Prompt
Give the listing again word for word. Leave every image out.

Data shown
.....
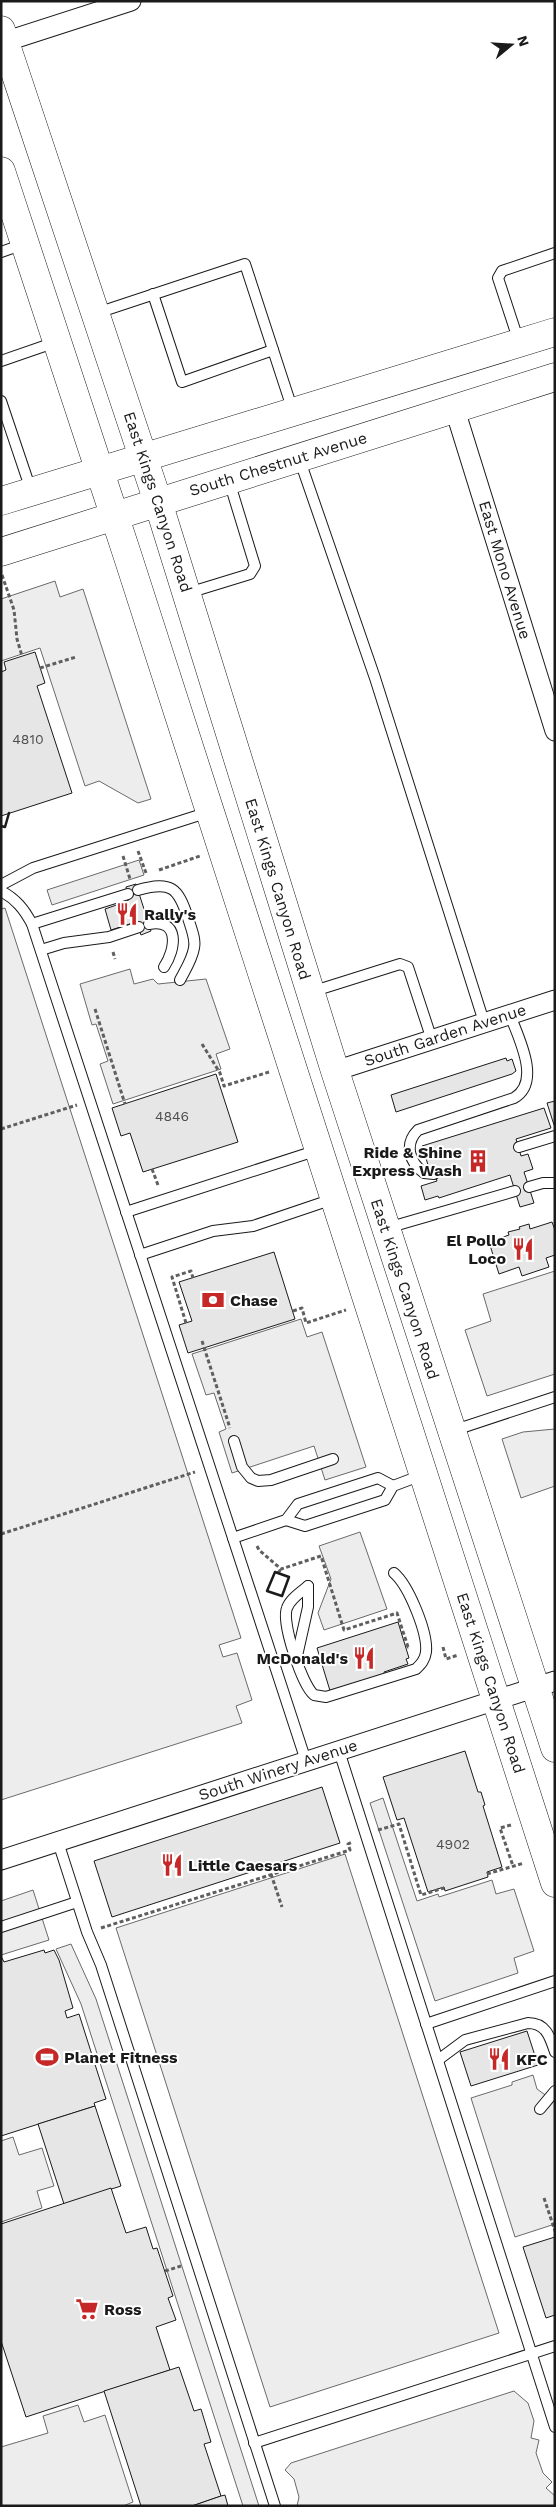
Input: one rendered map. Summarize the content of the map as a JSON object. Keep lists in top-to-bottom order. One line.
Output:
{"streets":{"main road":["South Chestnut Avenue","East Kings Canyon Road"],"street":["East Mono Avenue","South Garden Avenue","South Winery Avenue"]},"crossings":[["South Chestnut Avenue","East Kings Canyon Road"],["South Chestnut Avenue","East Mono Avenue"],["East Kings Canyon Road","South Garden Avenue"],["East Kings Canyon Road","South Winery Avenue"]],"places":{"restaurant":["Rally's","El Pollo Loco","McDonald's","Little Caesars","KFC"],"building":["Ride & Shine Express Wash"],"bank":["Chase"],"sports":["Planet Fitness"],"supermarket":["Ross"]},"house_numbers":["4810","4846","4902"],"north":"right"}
.....
Result of the task
Input: one rendered map. Summarize the content of the map as a JSON object. Keep lists in top-to-bottom order. One line.
Output:
{"streets":{"main road":["South Chestnut Avenue","East Kings Canyon Road"],"street":["East Mono Avenue","South Garden Avenue","South Winery Avenue"]},"crossings":[["South Chestnut Avenue","East Kings Canyon Road"],["South Chestnut Avenue","East Mono Avenue"],["East Kings Canyon Road","South Garden Avenue"],["East Kings Canyon Road","South Winery Avenue"]],"places":{"restaurant":["Rally's","El Pollo Loco","McDonald's","Little Caesars","KFC"],"building":["Ride & Shine Express Wash"],"bank":["Chase"],"sports":["Planet Fitness"],"supermarket":["Ross"]},"house_numbers":["4810","4846","4902"],"north":"right"}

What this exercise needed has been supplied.